[GIVEN RECORDS Boundary: Start]

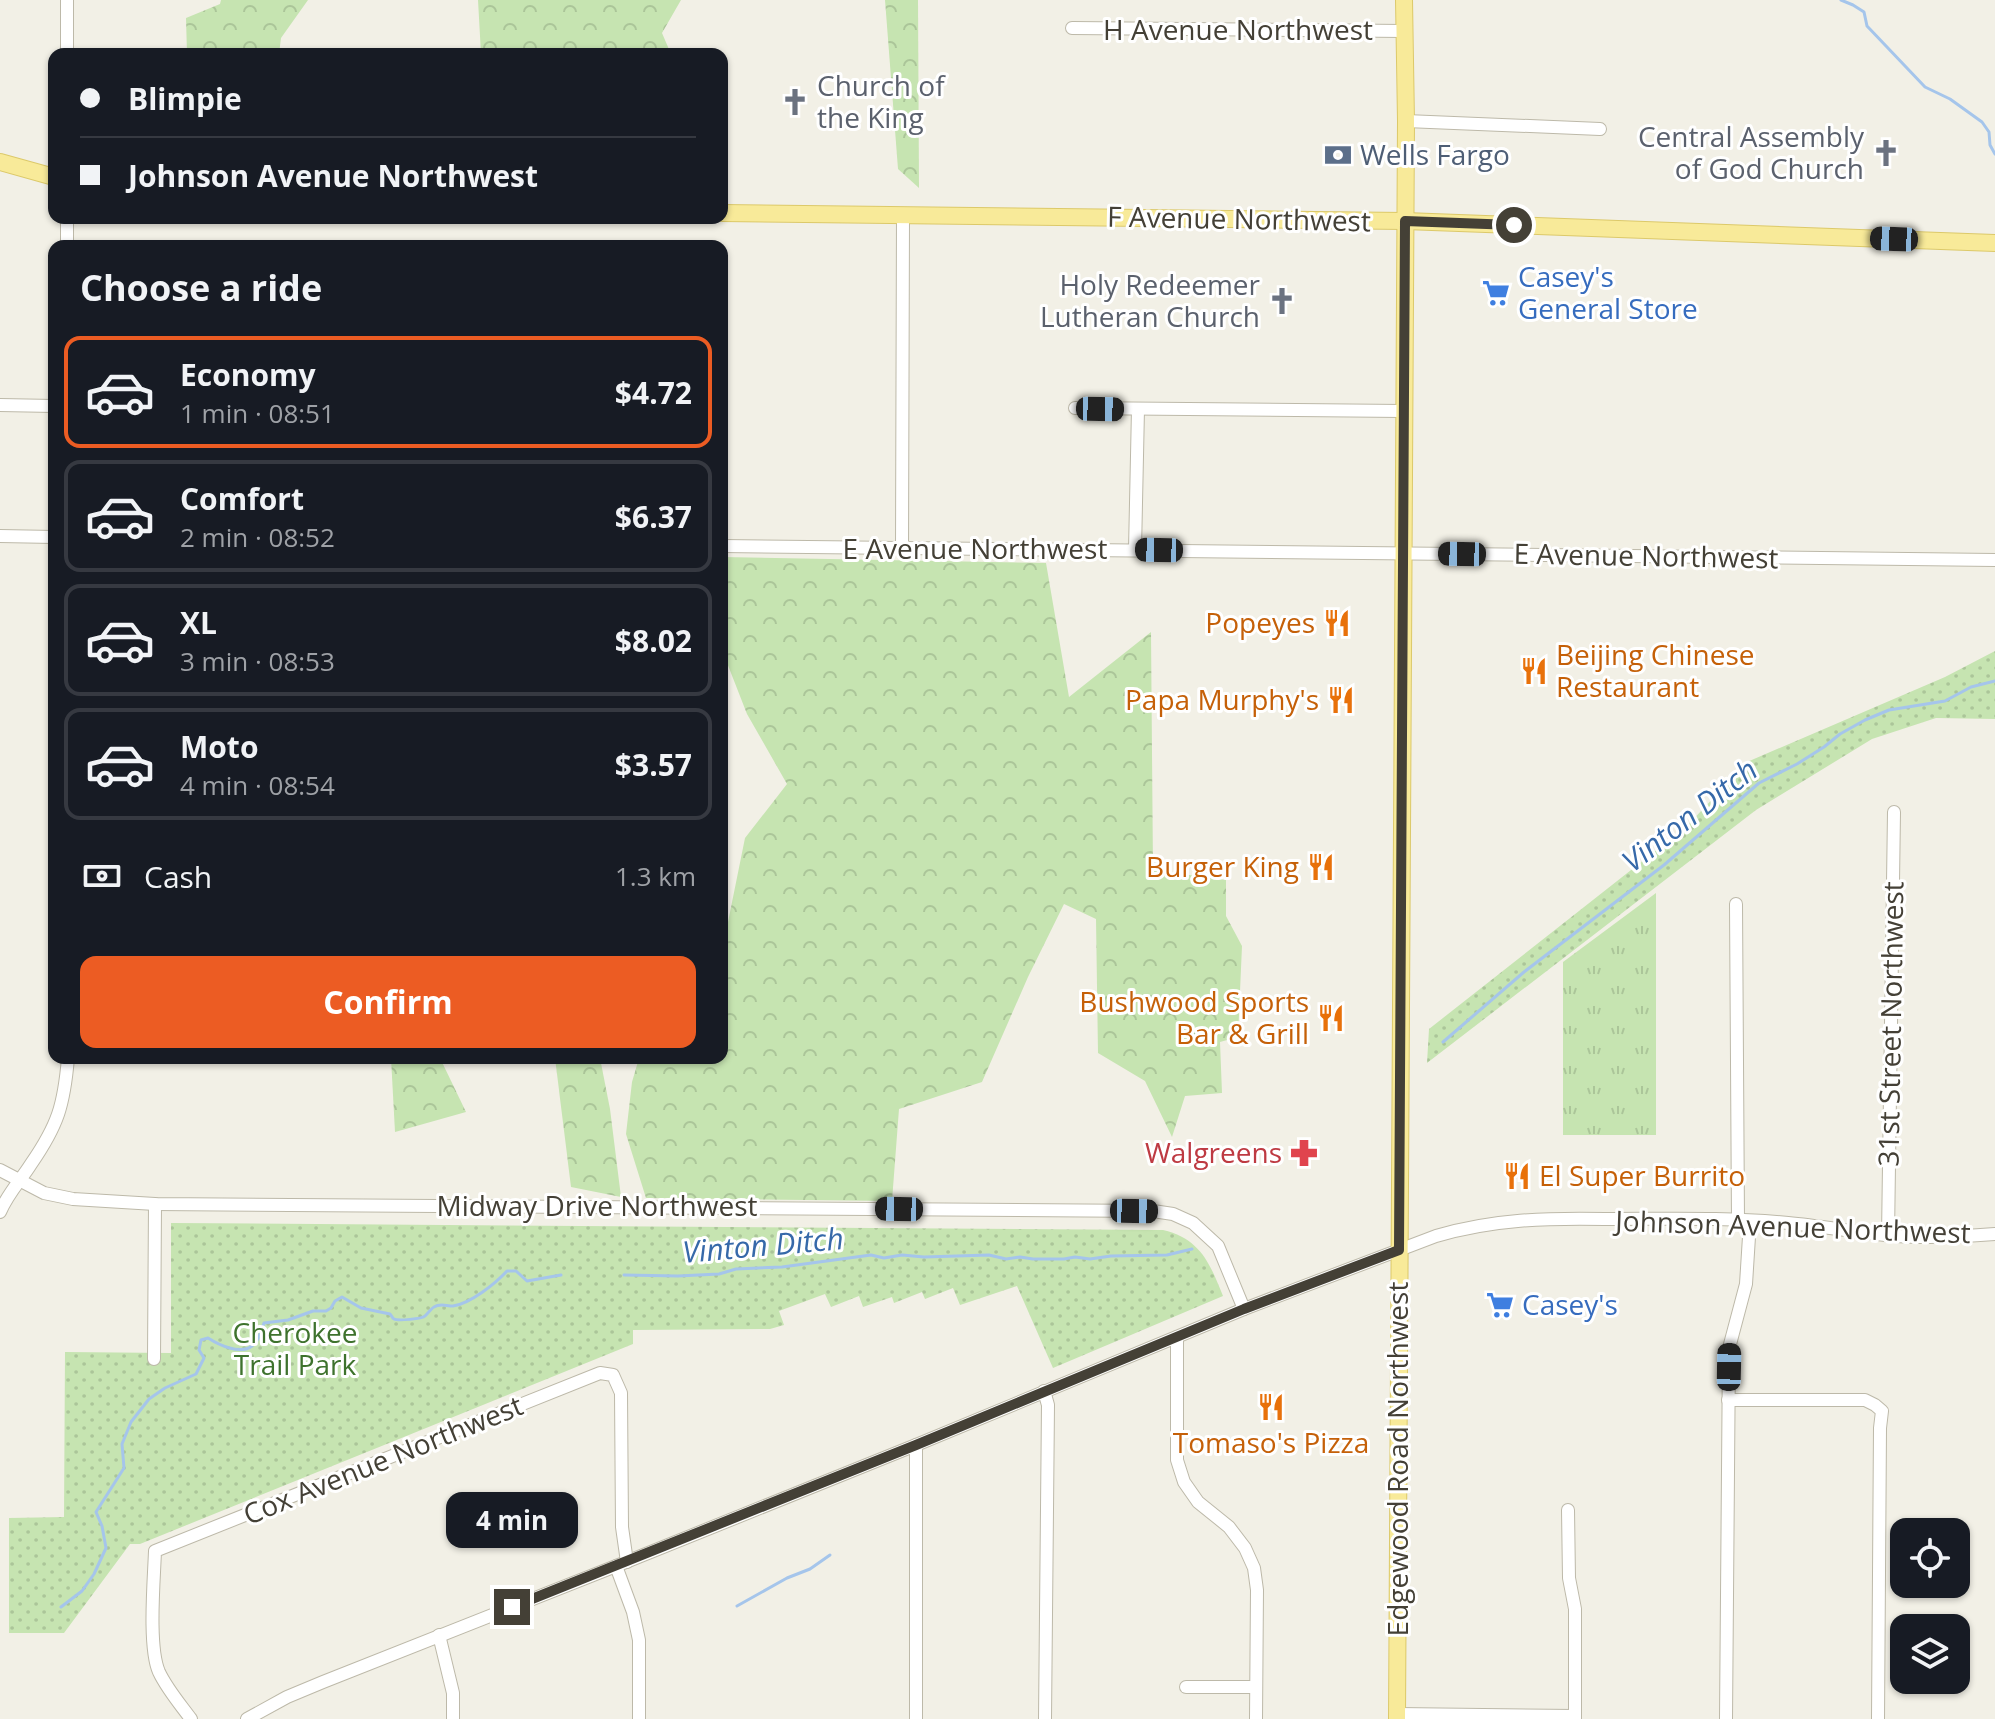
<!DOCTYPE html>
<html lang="en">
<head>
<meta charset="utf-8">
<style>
	body { margin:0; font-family:"Open Sans",sans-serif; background:#20242c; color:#f1f3f6; height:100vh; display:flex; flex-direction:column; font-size:30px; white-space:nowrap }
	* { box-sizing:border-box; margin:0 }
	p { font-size:26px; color:#9ea1a6 }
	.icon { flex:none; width:44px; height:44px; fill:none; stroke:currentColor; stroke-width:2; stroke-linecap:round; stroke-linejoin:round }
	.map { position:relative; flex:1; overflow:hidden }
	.sheet { position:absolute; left:48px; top:240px; width:680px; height:824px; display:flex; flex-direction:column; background:#171b24; border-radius:16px; box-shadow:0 2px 6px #0004 }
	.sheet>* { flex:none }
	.banner { position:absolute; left:48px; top:48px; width:680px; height:176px; border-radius:16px; box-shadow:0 2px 6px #0004; display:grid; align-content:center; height:176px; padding:0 32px; background:#171b24 }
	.controls { position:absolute; left:1890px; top:1518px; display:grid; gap:16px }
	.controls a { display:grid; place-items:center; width:80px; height:80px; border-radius:16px; background:#171b24; box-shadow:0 2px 6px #0004; font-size:40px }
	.end { position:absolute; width:36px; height:36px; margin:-18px; border:10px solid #444036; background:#fff; box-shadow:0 0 0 4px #fff }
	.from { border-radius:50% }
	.bubble { position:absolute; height:56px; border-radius:16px; background:#171b24; box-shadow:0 2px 6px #0004; font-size:26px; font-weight:700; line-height:56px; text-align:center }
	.car { position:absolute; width:24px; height:48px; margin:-24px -12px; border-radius:10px; box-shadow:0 0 6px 2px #0007; background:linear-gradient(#222 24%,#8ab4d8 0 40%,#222 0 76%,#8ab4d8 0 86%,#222 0) }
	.banner b { display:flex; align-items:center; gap:28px; height:76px; font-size:30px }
	.banner b+b { border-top:2px solid #363941 }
	.banner i { width:20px; height:20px; background:#f1f3f6 }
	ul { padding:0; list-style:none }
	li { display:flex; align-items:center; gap:24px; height:112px; margin:0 16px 12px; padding:0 16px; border:4px solid #363941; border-radius:16px }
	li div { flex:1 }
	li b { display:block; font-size:30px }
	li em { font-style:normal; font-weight:700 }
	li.on { border-color:#ec5c23 }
	li>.icon { width:72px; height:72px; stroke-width:1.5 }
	h2 { padding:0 32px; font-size:36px; line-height:96px }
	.pay { display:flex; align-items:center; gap:20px; height:88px; padding:0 32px; font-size:30px }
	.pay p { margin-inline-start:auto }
	.cta { display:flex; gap:16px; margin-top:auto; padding:16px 32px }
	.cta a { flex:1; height:92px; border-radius:16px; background:#ec5c23; color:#fff; font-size:32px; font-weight:700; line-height:92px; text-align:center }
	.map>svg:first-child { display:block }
	.grass { fill:url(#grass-tufts) }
	.forest { fill:url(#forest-crowns) }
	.park { fill:url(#park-dots) }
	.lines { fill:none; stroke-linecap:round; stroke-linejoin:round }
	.stream { stroke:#a5c5eb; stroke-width:3 }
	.minor-casing { stroke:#bdb9a9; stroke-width:14 }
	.major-casing { stroke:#dcc96a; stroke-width:18 }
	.minor { stroke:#fff; stroke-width:12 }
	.major { stroke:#f8ea99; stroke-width:16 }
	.route { stroke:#444036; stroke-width:10 }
	.labels { text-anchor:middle; stroke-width:6; stroke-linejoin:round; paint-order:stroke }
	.street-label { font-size:28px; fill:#444036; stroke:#fff }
	.worship-label { font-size:28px; fill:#5b616d; stroke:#fff; text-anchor:end }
	.service-label { font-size:28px; fill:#4e5e75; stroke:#fff; text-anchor:start }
	.shop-label { font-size:28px; fill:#366cbe; stroke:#fff; text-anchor:start }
	.food-label { font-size:28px; fill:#c56008; stroke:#fff; text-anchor:end }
	.health-label { font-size:28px; fill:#be3a42; stroke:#fff; text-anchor:end }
	.park-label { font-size:28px; fill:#3e722d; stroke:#fff }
	.water-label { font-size:30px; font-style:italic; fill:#3669a9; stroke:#fff }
</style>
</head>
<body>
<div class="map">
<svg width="1995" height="1719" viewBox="0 0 1995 1719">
	<defs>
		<pattern id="grass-tufts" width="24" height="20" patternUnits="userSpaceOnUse" patternTransform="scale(2)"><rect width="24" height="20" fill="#c6e4b1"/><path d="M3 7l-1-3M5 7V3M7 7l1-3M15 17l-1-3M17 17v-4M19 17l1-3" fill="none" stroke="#abc599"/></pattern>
		<pattern id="forest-crowns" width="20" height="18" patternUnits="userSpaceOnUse" patternTransform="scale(2)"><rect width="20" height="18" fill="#c6e4b1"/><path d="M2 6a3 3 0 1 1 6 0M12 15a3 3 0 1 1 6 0" fill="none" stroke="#abc599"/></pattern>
		<pattern id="park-dots" width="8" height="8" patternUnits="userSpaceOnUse" patternTransform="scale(2)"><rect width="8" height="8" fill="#c6e4b1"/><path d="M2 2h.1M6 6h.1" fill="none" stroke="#abc599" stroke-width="1.8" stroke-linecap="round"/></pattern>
	</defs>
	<rect width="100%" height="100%" fill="#f2f0e6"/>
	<polygon class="grass" points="1656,893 1656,1135 1563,1135 1563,962"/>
	<g class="forest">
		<polygon points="221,0 308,0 281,38 279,54 187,54 186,18 220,4"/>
		<polygon points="478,0 681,0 662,33 671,54 481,54"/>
		<polygon points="885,0 918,0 919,188 898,169"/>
		<polygon points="722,557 1046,563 1069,697 1151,632 1153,870 1226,880 1226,916 1242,946 1238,1037 1220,1042 1222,1093 1185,1096 1172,1137 1145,1081 1098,1053 1096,919 1064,904 1028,977 982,1082 899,1109 892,1201 646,1198 626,1134 632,1082 639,1058 722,1058 722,928 728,922 745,838 787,784 747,714 722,650"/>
		<polygon points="391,1058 440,1058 466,1112 395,1132"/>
		<polygon points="555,1058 600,1058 610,1109 621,1197 571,1187"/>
	</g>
	<g class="park">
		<polygon points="1995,651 1995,719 1936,718 1872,739 1756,810 1427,1063 1429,1029 1687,826 1747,762 1945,677"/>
		<path d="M171 1223 1163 1230C1201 1239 1210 1264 1223 1296L1053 1368 1017 1286 960 1305 953 1288 925 1299 922 1292 894 1303 892 1297 863 1307 859 1296 831 1307 825 1294 779 1311 784 1325 770 1329 633 1330V1344L140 1544H130L64 1633H9V1518L64 1517 65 1352 171 1353Z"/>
	</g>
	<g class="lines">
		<g class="stream">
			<polyline points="1841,0 1853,5 1864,12 1867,26 1925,87 1950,99 1982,122 1989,132 1990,145 1995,154"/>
			<polyline points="1443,1042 1524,972 1664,865 1759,783 1797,764 1824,747 1840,734 1865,720 1889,710 1945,701 1971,687 1995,681"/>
			<polyline points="624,1275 678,1276 719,1274 736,1269 782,1267 871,1255 884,1258 902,1255 924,1257 989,1255 1006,1259 1020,1257 1033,1259 1064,1259 1075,1257 1090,1259 1111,1256 1167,1255 1192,1249"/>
			<polyline points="737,1606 787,1578 810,1569 830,1555"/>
			<path d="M61 1607 82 1591 94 1574 106 1548 102 1526 96 1512 124 1468 122 1444 131 1422 149 1399 165 1388 196 1374 204 1358 199 1350 201 1340 208 1338C219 1345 240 1355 252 1346 259 1341 261 1331 264 1323L288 1320 313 1311H326L331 1308 335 1301 342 1297 361 1308 390 1314C392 1316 392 1318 394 1319 398 1321 422 1319 425 1316 426 1315 433 1307 434 1307 440 1303 446 1306 453 1306 470 1304 496 1283 507 1271H516L527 1281 561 1275"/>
		</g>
		<g class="minor-casing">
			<g id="minor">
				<polyline points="1072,28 1404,31"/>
				<polyline points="67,54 67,0"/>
				<polyline points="1406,121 1600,129"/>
				<polyline points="67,218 67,246"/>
				<polyline points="0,405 54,406"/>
				<polyline points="1075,408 1403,411"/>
				<polyline points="0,536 54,537"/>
				<polyline points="722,546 1995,560"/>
				<polyline points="902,549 903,215"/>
				<polyline points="1135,550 1138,409"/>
				<polyline points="1736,904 1738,1220"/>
				<polyline points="0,1170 44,1193 73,1199 155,1204 1153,1211 1173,1214 1193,1223 1218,1246 1244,1309"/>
				<path d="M0 1212C8 1193 21 1180 31 1164 58 1125 64 1105 68 1058"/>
				<polyline points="1888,1236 1894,812"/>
				<polyline points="1177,1337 1177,1460 1184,1482 1198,1502 1229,1527 1245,1548 1254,1568 1257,1590 1256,1719"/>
				<polyline points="154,1359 155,1204"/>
				<polyline points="1044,1391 1048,1405 1045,1719"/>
				<polyline points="1728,1400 1865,1400 1875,1405 1882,1411 1880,1428 1878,1719"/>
				<polyline points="916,1445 916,1719"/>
				<polyline points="1568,1510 1569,1578 1575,1609 1575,1719"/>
				<polyline points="616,1566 633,1612 639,1640 639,1719"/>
				<polyline points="439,1635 453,1693 453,1719"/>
				<polyline points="1186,1687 1256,1687"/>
				<polyline points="1397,1714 1575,1716"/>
				<path d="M191 1719C180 1704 167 1689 159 1672 148 1647 154 1580 155 1551L600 1373 613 1375 621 1393 622 1527 627 1562"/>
				<path d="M247 1719 287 1697 323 1682 616 1566 916 1445 1244 1309 1436 1236C1494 1219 1546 1218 1605 1219 1666 1219 1728 1217 1788 1223 1821 1226 1853 1232 1885 1235 1922 1239 1959 1237 1995 1234"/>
				<polyline points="1726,1719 1729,1348 1746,1284 1750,1221"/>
			</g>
		</g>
		<g class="major-casing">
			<g id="major">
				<polyline points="0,162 54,177"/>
				<polyline points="722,213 1405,221 1995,243"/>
				<polyline points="1397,1719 1406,121 1404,0"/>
			</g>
		</g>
		<use href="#minor" class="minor"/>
		<use href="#major" class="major"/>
	</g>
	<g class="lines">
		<polyline class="route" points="512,1607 916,1445 1244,1309 1399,1250 1405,221 1514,225"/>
	</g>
	<defs>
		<g id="church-bare" transform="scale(2.16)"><path d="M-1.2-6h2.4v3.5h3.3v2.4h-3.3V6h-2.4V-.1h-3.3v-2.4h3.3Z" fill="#6b7280" stroke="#fff" stroke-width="2.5" paint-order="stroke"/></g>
		<g id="bank-bare" transform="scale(2.16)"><path d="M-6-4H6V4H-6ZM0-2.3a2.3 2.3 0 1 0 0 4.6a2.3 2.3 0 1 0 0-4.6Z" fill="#5c6f8a" stroke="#fff" stroke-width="2.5" paint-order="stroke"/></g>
		<g id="supermarket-bare" transform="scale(2.16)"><path d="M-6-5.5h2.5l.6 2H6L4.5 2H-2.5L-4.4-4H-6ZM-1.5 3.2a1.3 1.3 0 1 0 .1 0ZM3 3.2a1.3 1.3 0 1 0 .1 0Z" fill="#3f7fe0" stroke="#fff" stroke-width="2.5" paint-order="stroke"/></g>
		<g id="restaurant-bare" transform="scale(2.16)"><path d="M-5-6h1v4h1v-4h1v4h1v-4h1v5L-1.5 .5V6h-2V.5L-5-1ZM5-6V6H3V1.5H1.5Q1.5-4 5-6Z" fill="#e8710a" stroke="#fff" stroke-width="2.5" paint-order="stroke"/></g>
		<g id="pharmacy-bare" transform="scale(2.16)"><path d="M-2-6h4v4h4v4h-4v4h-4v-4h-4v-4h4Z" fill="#e0444e" stroke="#fff" stroke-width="2.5" paint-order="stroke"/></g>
	</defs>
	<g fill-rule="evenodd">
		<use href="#church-bare" x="795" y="102"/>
		<use href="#church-bare" x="1886" y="153"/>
		<use href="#bank-bare" x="1338" y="155"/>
		<use href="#supermarket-bare" x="1496" y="293"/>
		<use href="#church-bare" x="1282" y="301"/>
		<use href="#restaurant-bare" x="1337" y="623"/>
		<use href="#restaurant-bare" x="1534" y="671"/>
		<use href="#restaurant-bare" x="1341" y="700"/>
		<use href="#restaurant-bare" x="1321" y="867"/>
		<use href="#restaurant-bare" x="1331" y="1018"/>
		<use href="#pharmacy-bare" x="1304" y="1153"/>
		<use href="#restaurant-bare" x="1517" y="1176"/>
		<use href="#supermarket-bare" x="1500" y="1305"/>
		<use href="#restaurant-bare" x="1271" y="1407"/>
	</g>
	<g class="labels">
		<g class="street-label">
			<text x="1238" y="40">H Avenue Northwest</text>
			<text transform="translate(1239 219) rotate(1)" y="10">F Avenue Northwest</text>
			<text x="975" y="559">E Avenue Northwest</text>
			<text transform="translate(1646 556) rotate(1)" y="10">E Avenue Northwest</text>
			<text transform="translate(1891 1024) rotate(-89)" y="10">31st Street Northwest</text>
			<text x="597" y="1216">Midway Drive Northwest</text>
			<text transform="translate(1793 1227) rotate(2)" y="10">Johnson Avenue Northwest</text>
			<text transform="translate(1398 1459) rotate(-90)" y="10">Edgewood Road Northwest</text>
			<text transform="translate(383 1460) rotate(-22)" y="10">Cox Avenue Northwest</text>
		</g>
		<g class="worship-label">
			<text x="817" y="96" text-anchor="start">Church of<tspan x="817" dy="32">the King</tspan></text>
			<text x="1864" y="147">Central Assembly<tspan x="1864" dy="32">of God Church</tspan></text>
			<text x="1260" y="295">Holy Redeemer<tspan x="1260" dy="32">Lutheran Church</tspan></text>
		</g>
		<g class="service-label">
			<text x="1360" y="165">Wells Fargo</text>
		</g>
		<g class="shop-label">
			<text x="1518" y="287">Casey's<tspan x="1518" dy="32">General Store</tspan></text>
			<text x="1522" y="1315">Casey's</text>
		</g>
		<g class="food-label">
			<text x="1315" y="633">Popeyes</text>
			<text x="1556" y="665" text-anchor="start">Beijing Chinese<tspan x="1556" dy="32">Restaurant</tspan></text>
			<text x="1319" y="710">Papa Murphy's</text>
			<text x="1299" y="877">Burger King</text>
			<text x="1309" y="1012">Bushwood Sports<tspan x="1309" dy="32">Bar &amp; Grill</tspan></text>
			<text x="1539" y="1186" text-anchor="start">El Super Burrito</text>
			<text x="1271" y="1453" text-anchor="middle">Tomaso's Pizza</text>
		</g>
		<g class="health-label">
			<text x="1282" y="1163">Walgreens</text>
		</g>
		<g class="park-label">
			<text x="295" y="1343">Cherokee<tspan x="295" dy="32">Trail Park</tspan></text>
		</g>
		<g class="water-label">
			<text transform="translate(1690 816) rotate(-38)" y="10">Vinton Ditch</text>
			<text transform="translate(763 1246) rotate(-5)" y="10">Vinton Ditch</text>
		</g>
	</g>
</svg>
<div class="controls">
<a><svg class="icon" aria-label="locate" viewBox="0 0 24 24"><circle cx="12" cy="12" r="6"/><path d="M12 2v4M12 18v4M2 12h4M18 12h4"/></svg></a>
<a><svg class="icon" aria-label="layers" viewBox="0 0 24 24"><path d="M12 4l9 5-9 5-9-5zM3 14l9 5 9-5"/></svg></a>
</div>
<i class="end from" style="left:1514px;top:225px"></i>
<i class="end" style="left:512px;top:1607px"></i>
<div class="bubble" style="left:446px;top:1492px;width:132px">4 min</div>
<i class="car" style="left:1894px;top:239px;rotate:272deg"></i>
<i class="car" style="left:1100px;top:409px;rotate:91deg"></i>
<i class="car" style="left:1159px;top:550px;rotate:271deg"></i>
<i class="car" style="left:1462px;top:554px;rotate:271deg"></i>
<i class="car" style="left:899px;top:1209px;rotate:271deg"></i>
<i class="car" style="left:1134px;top:1211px;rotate:91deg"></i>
<i class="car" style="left:1729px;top:1367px;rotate:1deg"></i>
<div class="banner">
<b><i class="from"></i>Blimpie</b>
<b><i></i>Johnson Avenue Northwest</b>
</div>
<section class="sheet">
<h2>Choose a ride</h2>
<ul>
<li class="on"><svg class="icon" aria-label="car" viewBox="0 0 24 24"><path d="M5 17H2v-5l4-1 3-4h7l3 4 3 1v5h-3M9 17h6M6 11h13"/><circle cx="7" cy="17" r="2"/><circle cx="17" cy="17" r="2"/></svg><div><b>Economy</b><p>1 min · 08:51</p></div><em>$4.72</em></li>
<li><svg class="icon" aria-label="car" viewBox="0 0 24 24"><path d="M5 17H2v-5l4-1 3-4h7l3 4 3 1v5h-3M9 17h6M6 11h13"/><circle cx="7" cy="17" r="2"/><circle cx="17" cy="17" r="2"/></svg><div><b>Comfort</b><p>2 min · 08:52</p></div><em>$6.37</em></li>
<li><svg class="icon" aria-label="car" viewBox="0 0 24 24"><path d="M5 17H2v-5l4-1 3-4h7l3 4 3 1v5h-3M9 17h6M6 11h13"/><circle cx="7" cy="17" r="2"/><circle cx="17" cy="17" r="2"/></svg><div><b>XL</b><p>3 min · 08:53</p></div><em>$8.02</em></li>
<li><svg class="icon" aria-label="car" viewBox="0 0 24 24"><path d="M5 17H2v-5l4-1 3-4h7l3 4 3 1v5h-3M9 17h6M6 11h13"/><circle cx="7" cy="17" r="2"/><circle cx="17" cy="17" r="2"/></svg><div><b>Moto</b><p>4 min · 08:54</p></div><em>$3.57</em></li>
</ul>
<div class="pay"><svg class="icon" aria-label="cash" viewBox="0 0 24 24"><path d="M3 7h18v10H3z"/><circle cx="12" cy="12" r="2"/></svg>Cash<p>1.3 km</p></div>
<div class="cta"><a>Confirm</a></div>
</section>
</div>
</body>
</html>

[GIVEN RECORDS Boundary: End]

- WORK INSTRUCTIONS: The answer should contain only the lines from the beginning of the material above through the line with "position:absolute; width:24px; height:48px;", retyped exactly, with the pictures removed.

- ANSWER BELOW:
<!DOCTYPE html>
<html lang="en">
<head>
<meta charset="utf-8">
<style>
	body { margin:0; font-family:"Open Sans",sans-serif; background:#20242c; color:#f1f3f6; height:100vh; display:flex; flex-direction:column; font-size:30px; white-space:nowrap }
	* { box-sizing:border-box; margin:0 }
	p { font-size:26px; color:#9ea1a6 }
	.icon { flex:none; width:44px; height:44px; fill:none; stroke:currentColor; stroke-width:2; stroke-linecap:round; stroke-linejoin:round }
	.map { position:relative; flex:1; overflow:hidden }
	.sheet { position:absolute; left:48px; top:240px; width:680px; height:824px; display:flex; flex-direction:column; background:#171b24; border-radius:16px; box-shadow:0 2px 6px #0004 }
	.sheet>* { flex:none }
	.banner { position:absolute; left:48px; top:48px; width:680px; height:176px; border-radius:16px; box-shadow:0 2px 6px #0004; display:grid; align-content:center; height:176px; padding:0 32px; background:#171b24 }
	.controls { position:absolute; left:1890px; top:1518px; display:grid; gap:16px }
	.controls a { display:grid; place-items:center; width:80px; height:80px; border-radius:16px; background:#171b24; box-shadow:0 2px 6px #0004; font-size:40px }
	.end { position:absolute; width:36px; height:36px; margin:-18px; border:10px solid #444036; background:#fff; box-shadow:0 0 0 4px #fff }
	.from { border-radius:50% }
	.bubble { position:absolute; height:56px; border-radius:16px; background:#171b24; box-shadow:0 2px 6px #0004; font-size:26px; font-weight:700; line-height:56px; text-align:center }
	.car { position:absolute; width:24px; height:48px; margin:-24px -12px; border-radius:10px; box-shadow:0 0 6px 2px #0007; background:linear-gradient(#222 24%,#8ab4d8 0 40%,#222 0 76%,#8ab4d8 0 86%,#222 0) }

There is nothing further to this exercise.